En plus de ces trois expositions sont exposées sept séries supplémentaires : Motifs, une carte blanche à l’Université de Lille sur le carnaval de Dunkerque ; Les Dolines d’Ilanit Illouz, qui a exploré le désert de Judée et la mer Morte ; Fragments et trans de Serge Clément, créée pendant une marche de trois semaines ; Je suis d’ici de Bertrand Meunier, sur les “zones périphériques” françaises ; La ligne d’eau de Frédéric Cornu, sur les traces du projet du Canal Nord-Seine ; Momentu de Philémon Vanorlé, un rassemblement d’images d’archives de personnes posant devant des objets ; et Si j’étais, une expo participative ouverte au public.

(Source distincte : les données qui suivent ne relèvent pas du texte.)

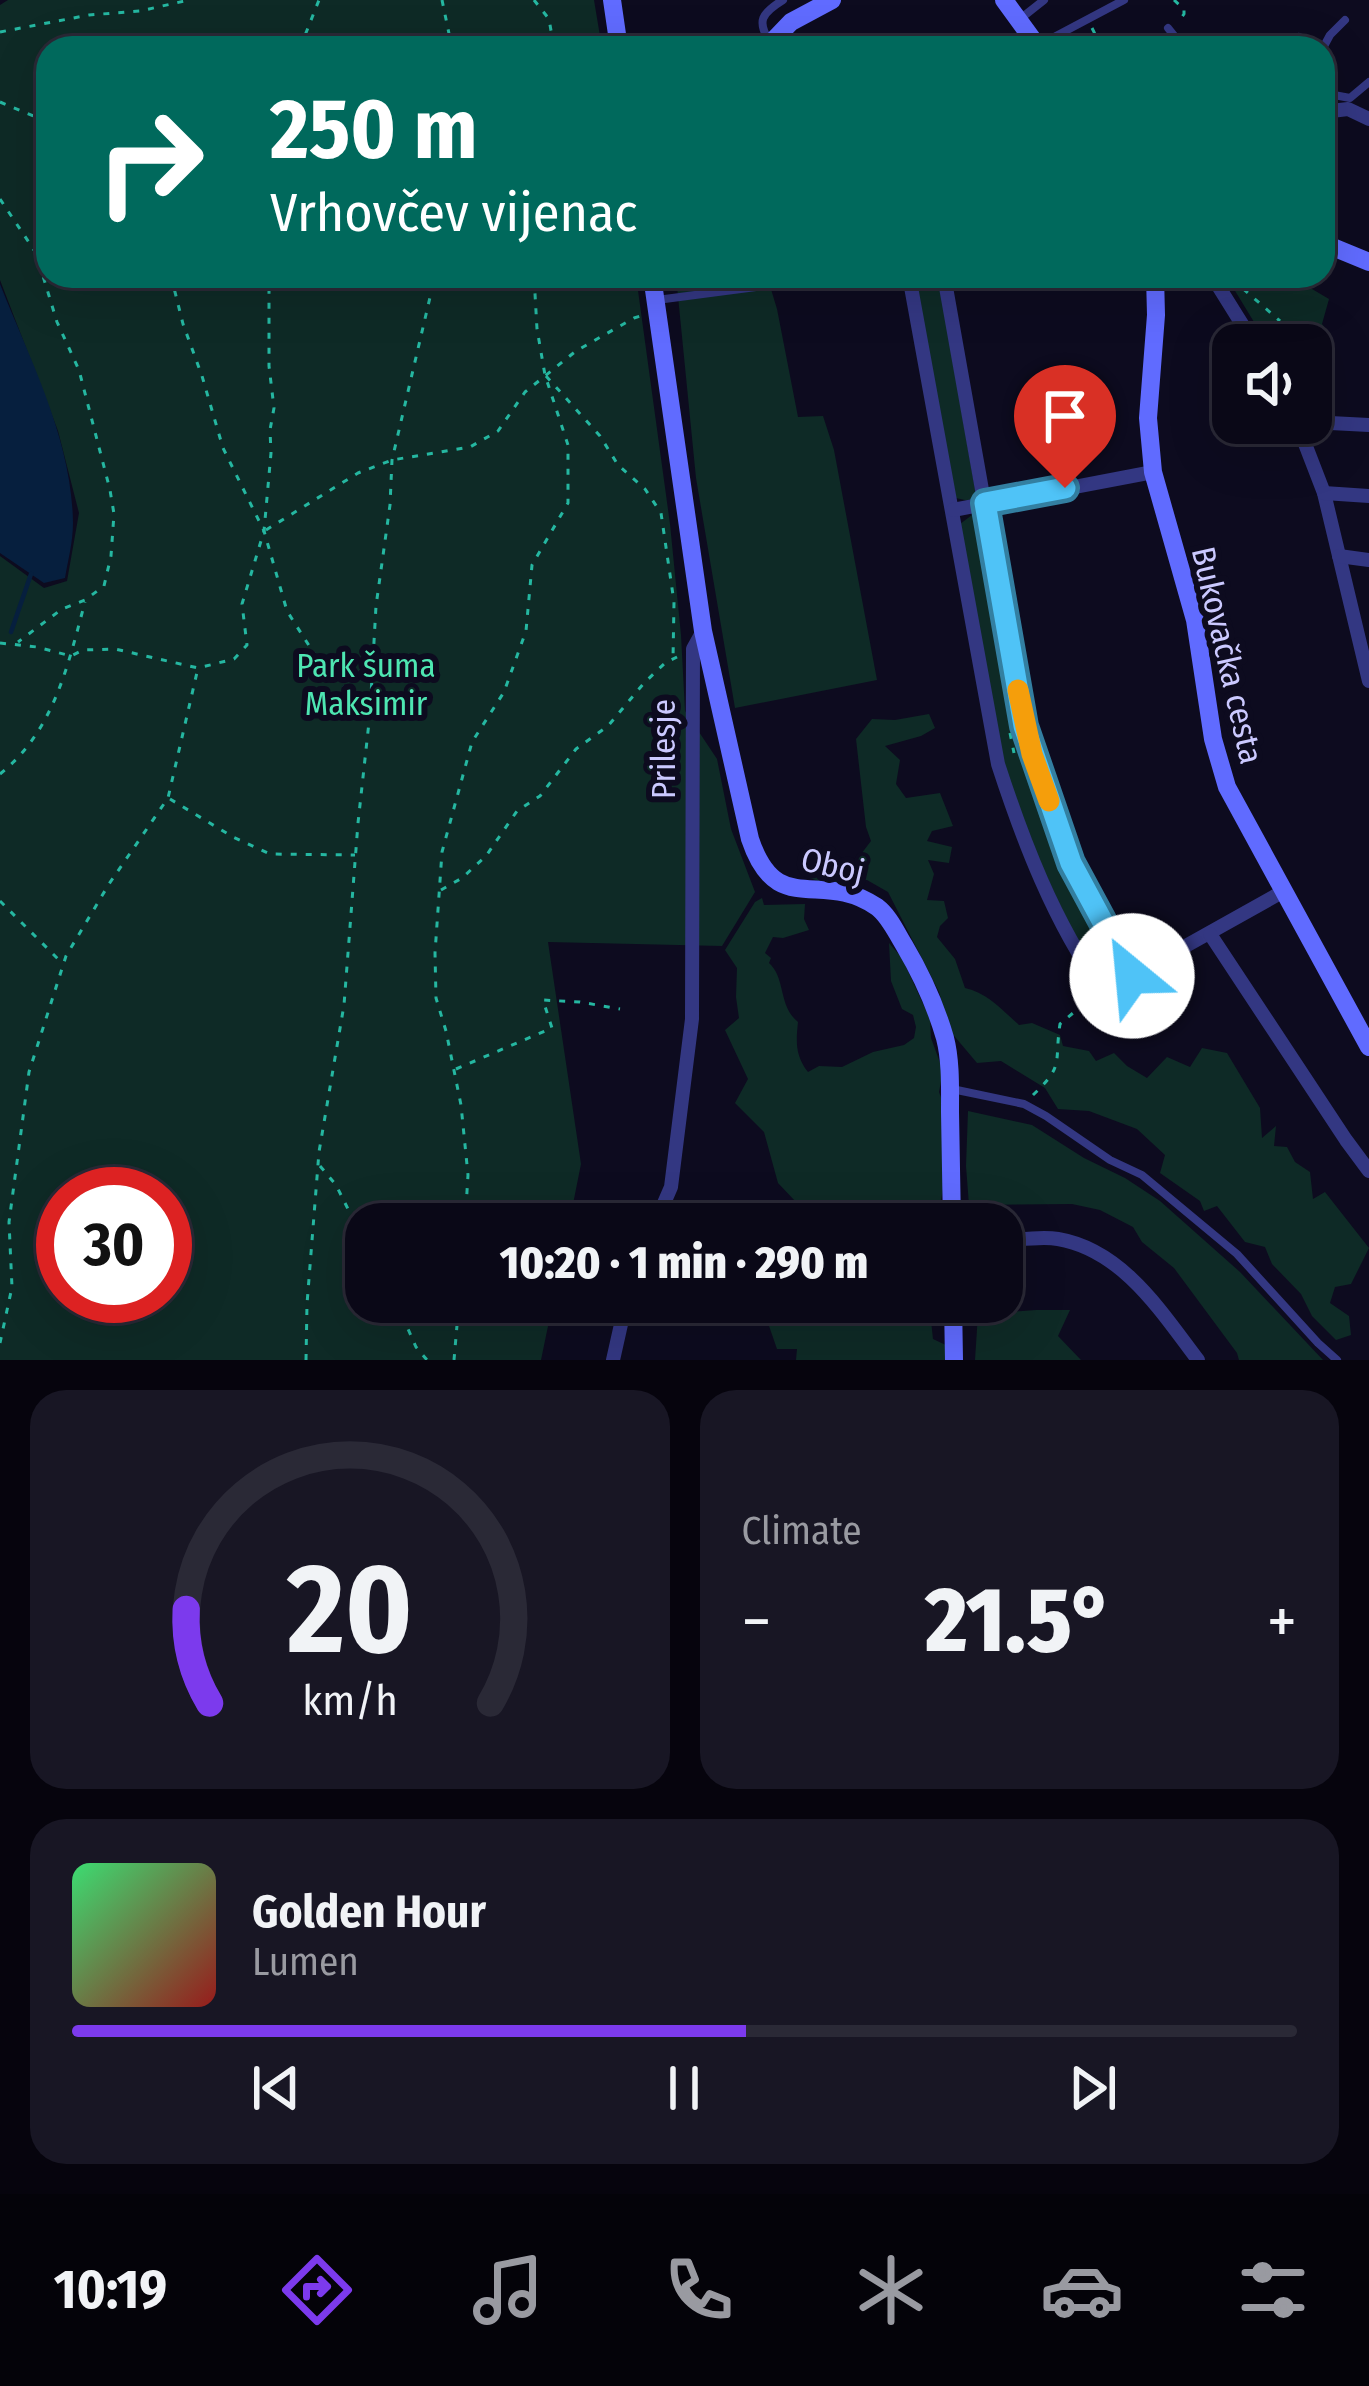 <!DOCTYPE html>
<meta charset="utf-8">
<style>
:root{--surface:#0a0817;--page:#181624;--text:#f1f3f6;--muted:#999aa1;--line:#2a2936;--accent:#7c3aed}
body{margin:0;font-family:"Fira Sans Condensed",sans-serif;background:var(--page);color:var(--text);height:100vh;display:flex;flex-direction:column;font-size:45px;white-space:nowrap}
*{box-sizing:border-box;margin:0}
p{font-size:39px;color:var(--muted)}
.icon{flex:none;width:66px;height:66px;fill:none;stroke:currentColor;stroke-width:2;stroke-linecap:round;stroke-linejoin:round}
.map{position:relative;height:1360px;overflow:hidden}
.details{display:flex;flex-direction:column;gap:30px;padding:30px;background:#06040d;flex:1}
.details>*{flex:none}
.hud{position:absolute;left:36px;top:36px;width:1299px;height:252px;border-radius:36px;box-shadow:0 12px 48px #0002,0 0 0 3px var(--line);background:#00695c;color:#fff;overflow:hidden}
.buttons{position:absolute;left:1212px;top:324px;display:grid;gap:24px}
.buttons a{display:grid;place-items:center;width:120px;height:120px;border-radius:24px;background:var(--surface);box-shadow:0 12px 48px #0002,0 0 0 3px var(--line);font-size:60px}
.speed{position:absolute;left:36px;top:1167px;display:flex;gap:24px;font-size:60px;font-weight:700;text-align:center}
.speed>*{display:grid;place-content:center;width:156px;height:156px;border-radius:50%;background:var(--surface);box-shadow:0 12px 48px #0002,0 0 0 3px var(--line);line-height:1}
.speed .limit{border:18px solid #d22;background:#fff;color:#111}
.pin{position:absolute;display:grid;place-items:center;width:102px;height:102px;color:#fff;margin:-123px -51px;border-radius:50% 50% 50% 0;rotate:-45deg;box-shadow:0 0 12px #0007}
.pin .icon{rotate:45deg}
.me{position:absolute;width:132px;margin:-66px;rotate:332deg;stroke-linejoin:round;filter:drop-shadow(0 0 9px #0008)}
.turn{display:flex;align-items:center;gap:42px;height:252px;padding:0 36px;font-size:54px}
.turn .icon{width:156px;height:156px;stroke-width:2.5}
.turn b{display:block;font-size:84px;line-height:102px}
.big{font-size:90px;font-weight:800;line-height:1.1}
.details .tile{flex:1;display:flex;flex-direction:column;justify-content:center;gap:18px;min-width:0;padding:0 42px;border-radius:36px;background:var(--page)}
.details .dial{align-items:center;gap:0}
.dial svg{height:312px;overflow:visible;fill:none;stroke:var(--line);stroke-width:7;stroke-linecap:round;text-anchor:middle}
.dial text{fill:var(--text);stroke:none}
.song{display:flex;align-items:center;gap:36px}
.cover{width:144px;height:144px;border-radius:18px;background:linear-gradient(135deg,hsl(140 70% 55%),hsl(0 70% 35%))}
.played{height:12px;border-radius:6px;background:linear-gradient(90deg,var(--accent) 55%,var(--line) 55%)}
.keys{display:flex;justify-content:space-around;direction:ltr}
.heat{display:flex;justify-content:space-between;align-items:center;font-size:66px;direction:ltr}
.details .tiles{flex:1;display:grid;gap:30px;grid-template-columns:1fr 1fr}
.tile:last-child{grid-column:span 2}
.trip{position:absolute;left:345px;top:1203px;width:678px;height:120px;border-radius:36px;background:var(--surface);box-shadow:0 12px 48px #0002,0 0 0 3px var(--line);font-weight:800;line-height:120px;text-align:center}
.tab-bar{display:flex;height:192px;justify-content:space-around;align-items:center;background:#040309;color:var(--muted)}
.tab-bar .icon{width:84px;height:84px}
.tab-bar .current{color:var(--accent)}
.tab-bar b{font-size:54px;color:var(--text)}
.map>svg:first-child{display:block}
.green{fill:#0e2a26;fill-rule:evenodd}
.water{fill:#061f3e}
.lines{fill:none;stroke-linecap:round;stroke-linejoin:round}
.stream{stroke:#061f3e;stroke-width:4.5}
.path{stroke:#25b7a1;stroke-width:3;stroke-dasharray:6 9;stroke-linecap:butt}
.lane{stroke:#333782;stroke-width:8}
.street{stroke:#333782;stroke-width:14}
.secondary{stroke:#606bff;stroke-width:18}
.route-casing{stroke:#337fa1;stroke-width:30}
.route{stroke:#4fc3f7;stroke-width:21}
.slow{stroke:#f59e0b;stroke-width:21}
.labels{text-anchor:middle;stroke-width:12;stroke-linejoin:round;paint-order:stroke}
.street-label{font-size:33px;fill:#cbc9ff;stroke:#0d0b1f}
.park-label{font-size:33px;fill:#4ee6b2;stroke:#0d0b1f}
</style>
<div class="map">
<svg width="1369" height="1360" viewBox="0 0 1369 1360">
<rect width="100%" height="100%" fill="#0d0b1f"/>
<g class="green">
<path d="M 8,0 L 594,0 L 602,48 L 48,48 L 48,276 L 636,276 L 670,524 L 681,635 L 685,711 L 717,759 L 731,829 L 755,892 L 722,946 L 548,942 L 581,1164 L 569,1224 L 366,1224 L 366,1302 L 553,1302 L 541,1360 L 0,1360 L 0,556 L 44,588 L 67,581 L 79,513 L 58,431 L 0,280 L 0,5 ZM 63,1194 L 165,1194 L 165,1296 L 63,1296 Z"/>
<polygon points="676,276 767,276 777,309 798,417 823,416 834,450 877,680 735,708 696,478"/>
<polygon points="914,276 938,276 976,495 969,501 956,498"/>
<polygon points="1226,276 1290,276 1329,299 1322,324 1331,335 1334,351 1312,378 1311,345 1268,345"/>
<path d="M 972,515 L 980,518 L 1028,757 C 1050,832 1081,895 1117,964 L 1117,972 L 1108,979 L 1099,977 L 1066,918 L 1028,836 L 1005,768 L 960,524 Z"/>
<path d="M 929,714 L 935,728 L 921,736 L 885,746 L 900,760 L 896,784 L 906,798 L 940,793 L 953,826 L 932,831 L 927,841 L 952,847 L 949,863 L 928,860 L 934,874 L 927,900 L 944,901 L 948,918 L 940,926 L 937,937 L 955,959 L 965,988 C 988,993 1002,1010 1019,1025 L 1032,1023 L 1060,1035 L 1063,1046 L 1089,1051 L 1096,1061 L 1114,1053 L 1127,1066 L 1147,1078 L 1167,1057 L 1190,1067 L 1202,1048 L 1227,1053 L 1260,1108 L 1262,1138 L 1276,1126 L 1274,1146 L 1287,1147 L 1295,1162 L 1310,1172 L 1313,1199 L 1325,1192 L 1369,1248 L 1351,1284 L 1335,1287 L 1330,1303 L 1349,1316 L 1351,1335 L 1336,1340 L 1312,1316 L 1301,1294 L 1272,1264 L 1265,1247 L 1245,1242 L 1217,1206 L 1204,1211 L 1200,1201 L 1160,1173 L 1165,1155 L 1137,1129 L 1089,1111 L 1058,1109 L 1045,1088 L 1001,1061 L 977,1063 L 950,1031 L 939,992 L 888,892 L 867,880 L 827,884 L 807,877 L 829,867 L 855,862 L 871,841 L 866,827 L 856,739 L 872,719 L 895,720 Z"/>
<path d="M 762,898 L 764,905 L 805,904 L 804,919 L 809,930 L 783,938 L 773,937 L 765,953 L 771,958 L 769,963 C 786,978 778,1006 798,1022 C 796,1041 795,1056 808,1072 L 819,1066 L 842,1067 L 873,1052 L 904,1045 L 914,1038 L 916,1027 L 913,1015 L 902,1009 L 891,981 L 889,943 L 902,958 L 930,1019 L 931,1038 L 943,1071 L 939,1092 L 945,1108 L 949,1153 L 937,1224 L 792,1224 L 796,1202 L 778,1183 L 764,1132 L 735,1103 L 748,1079 L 725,1030 L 739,1018 L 736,997 L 737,968 L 725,950 L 755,902 Z"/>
<polygon points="968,1111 1032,1125 1084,1158 1125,1178 1160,1201 1240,1272 1323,1360 1239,1360 1237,1353 1174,1268 1142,1242 1133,1227 1100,1210 1072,1204 969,1205 966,1166"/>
<polygon points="774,1302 929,1302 933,1339 950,1347 951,1360 796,1360 797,1349 777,1349 768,1323"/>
<polygon points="1036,1310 1070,1310 1058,1336 1081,1360 975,1360 978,1314"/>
</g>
<path class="water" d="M 0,284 C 30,360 72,439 73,523 C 73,542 68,560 65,578 L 44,583 L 0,553 Z"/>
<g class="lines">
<polyline class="stream" points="11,632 31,574"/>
<g class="path">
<polyline points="442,0 452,48"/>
<polyline points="534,0 549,19 554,48"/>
<polyline points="1174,0 1184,9 1184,14 1179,21"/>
<polyline points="1092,28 1102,48"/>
<polyline points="0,32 89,15 140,11 189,0"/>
<polyline points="300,48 319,0"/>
<polyline points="0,102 48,122"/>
<polyline points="0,199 36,253 57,322 79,370 110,490 114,514 111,556 104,586 85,600 62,609 18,642"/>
<polyline points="171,276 183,324 202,376 223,448 264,531 287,611 322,666 367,710"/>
<polyline points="1232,279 1280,321"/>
<polyline points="546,376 600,436 618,465 645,489 661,513 674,602 673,659"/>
<polyline points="266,530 358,473 392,460 470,447 498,431 525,392 576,351 634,318 644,315"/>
<polyline points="0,643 37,647 71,656 83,650 115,649 198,668 234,659 247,645 242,604 264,531 271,453 270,430 274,408 269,366 269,276"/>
<polyline points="1010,733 1014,753"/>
<path d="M 0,774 C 54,731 68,665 85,602"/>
<polyline points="170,799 233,837 270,854 355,855"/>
<polyline points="441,890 462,878 486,856 517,811 540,796 576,749 608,726 644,683 665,663 679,656"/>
<polyline points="0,901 62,963"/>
<polyline points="456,1069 552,1028 543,1000 580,1002 620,1009"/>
<path d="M 1033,1095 C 1065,1065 1054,1063 1060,1024 L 1092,997"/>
<polyline points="320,1166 336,1185 366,1245"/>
<polyline points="465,1224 468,1175 461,1105 446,1031 436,998 435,953 442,852 472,742 504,692 526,631 532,565 568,503 568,445 545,375 537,329 534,276"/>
<polyline points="396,1302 416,1347 427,1360"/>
<polyline points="0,1343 12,1287 9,1222 29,1072 66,956 109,884 168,798 198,668"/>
<polyline points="306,1360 307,1304 319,1152 344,1005 358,823 370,713 376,606 390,505 392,460 435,276"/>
<polyline points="454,1360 459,1302"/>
</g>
<g class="lane">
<polyline points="1020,19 1044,0"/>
<polyline points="1168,28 1184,48"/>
<polyline points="1299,37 1317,48"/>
<path d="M 770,42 C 756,21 762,13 783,0"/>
<polyline points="1039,45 1124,0"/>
<polyline points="1323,48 1330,35 1345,20"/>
<polyline points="1323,93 1350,98 1369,82"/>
<polyline points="657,300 756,287"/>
<polyline points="952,1089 1024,1104 1046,1116 1110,1160 1142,1175 1237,1254 1318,1343 1337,1360"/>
</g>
<g class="street">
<polyline points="1323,112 1348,109 1369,119"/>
<path d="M 909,276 L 998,764 C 1023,841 1054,922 1101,988 L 1132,976 L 1284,891"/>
<polyline points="944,276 1024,726 1071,863 1132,976"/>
<polyline points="1212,276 1255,345"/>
<polyline points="1311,422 1369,425"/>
<polyline points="1297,423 1324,493 1369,681"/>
<polyline points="1324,493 1369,496"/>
<polyline points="953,510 1153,472"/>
<polyline points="1339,556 1369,560"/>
<polyline points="1210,934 1346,1140 1369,1171"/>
<polyline points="655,1224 671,1187 692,1019 693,649 703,631"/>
<path d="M 1002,1241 C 1020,1240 1040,1236 1058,1239 C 1123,1250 1162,1313 1198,1360"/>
<polyline points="708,1302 709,1317"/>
<polyline points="613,1360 626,1302"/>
</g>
<g class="secondary">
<polyline points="612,0 619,48"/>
<polyline points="1004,0 1039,48"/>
<polyline points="766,48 791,22 832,0"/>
<polyline points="1323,243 1369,262"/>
<path d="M 652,276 L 703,631 L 750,839 C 777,920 821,868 877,907 C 889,916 896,932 904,945 C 920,972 936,1007 945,1038 C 951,1061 950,1089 950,1112 C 951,1150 951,1187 952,1224"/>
<polyline points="1155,276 1156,315 1148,418 1153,472 1195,620 1213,739 1227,787 1369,1047"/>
<polyline points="953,1302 954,1360"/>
</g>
</g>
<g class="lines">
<g class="route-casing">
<polyline id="route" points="1065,488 985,503 1024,726 1071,863 1132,976"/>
</g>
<use href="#route" class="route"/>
<polyline class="slow" points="1018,690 1032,754 1049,801"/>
</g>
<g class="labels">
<g class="street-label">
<text transform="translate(1228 655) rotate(77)" y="12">Bukovačka cesta</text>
<text transform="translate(663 749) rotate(-90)" y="12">Prilesje</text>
<text transform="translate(833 865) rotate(13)" y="12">Oboj</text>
</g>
<g class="park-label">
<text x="366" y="677">Park šuma<tspan x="366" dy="38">Maksimir</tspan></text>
</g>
</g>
</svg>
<div class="buttons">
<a><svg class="icon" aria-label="sound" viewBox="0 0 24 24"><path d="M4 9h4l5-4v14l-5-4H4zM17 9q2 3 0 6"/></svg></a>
</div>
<div class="speed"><div class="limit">30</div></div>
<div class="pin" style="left:1065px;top:488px;background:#d93025"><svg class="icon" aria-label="arrive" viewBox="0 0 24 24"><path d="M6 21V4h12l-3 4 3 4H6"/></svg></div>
<svg class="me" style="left:1132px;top:976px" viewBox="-20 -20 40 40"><circle r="19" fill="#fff"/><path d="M0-13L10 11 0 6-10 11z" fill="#4fc3f7"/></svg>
<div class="trip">10:20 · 1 min · 290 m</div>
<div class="hud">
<div class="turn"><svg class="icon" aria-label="right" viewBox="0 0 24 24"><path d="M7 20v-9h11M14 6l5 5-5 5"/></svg><div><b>250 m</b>Vrhovčev vijenac</div></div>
</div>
</div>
<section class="details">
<div class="tiles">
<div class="tile dial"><svg viewBox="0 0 100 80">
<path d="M14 69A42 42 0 1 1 86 69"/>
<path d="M14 69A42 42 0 0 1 8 45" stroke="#7c3aed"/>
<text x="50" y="56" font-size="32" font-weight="700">20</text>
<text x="50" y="72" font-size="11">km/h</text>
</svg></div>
<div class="tile"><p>Climate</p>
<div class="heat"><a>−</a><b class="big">21.5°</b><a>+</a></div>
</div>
<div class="tile">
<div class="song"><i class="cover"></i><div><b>Golden Hour</b><p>Lumen</p></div></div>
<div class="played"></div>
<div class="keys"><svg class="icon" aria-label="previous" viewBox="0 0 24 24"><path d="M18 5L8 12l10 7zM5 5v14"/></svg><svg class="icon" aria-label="pause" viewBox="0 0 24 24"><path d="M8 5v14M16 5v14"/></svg><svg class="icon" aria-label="next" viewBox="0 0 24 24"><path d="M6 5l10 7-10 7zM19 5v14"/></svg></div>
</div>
</div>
</section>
<nav class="tab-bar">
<b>10:19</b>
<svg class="icon current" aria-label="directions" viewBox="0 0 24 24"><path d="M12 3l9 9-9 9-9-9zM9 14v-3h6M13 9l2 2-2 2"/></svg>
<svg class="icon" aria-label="music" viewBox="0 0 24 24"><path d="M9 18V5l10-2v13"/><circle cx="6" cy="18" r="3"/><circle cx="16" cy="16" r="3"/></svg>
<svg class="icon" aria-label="phone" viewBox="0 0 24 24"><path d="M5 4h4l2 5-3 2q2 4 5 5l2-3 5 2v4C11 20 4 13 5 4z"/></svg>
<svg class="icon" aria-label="climate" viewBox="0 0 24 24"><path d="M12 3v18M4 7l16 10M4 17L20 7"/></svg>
<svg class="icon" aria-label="car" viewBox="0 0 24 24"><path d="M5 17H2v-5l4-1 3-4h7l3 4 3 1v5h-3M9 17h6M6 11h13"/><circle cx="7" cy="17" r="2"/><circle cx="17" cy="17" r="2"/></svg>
<svg class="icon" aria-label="filters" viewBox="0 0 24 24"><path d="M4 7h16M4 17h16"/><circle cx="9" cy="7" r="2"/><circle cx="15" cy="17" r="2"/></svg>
</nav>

“Carnevale anni 1970, 1975, 1980”. (© Marialba Russo)
“Delta”, 2020. (© Ilanit Illouz/avec le soutien de la Fondation des Artistes)
“Fragments et trans”, 2017. (© Serge Clément/Courtesy de la galerie Le Réverbère)
“La ligne d’eau”, de 2017 à aujourd’hui. (© Frédéric Cornu)
“Monumentu”. (© Philémon Vanorlé)
“Leptis Magna”. (© Quentin Douchez)
“Objet”, issu de l’exposition collective et participative “Si j’étais”, 2020. (© Karlsdottir Embla)
“Carnaval Nightlife”, Gand, Belgique, 1985. (© Carl de Keyzer)
“Ma mère est un fleuve”, 2019. (© Simona Ghizzoni)
“Schnappviecher”, Tramin, Italie, de 2010 à’aujourd’hui. (© Charles Fréger)
“Carnevale anni 1970, 1975, 1980”. (© Marialba Russo)
La série d’expositions “En quête” est visible à l’Institut pour la photographie de Lille jusqu’au 15 novembre 2020.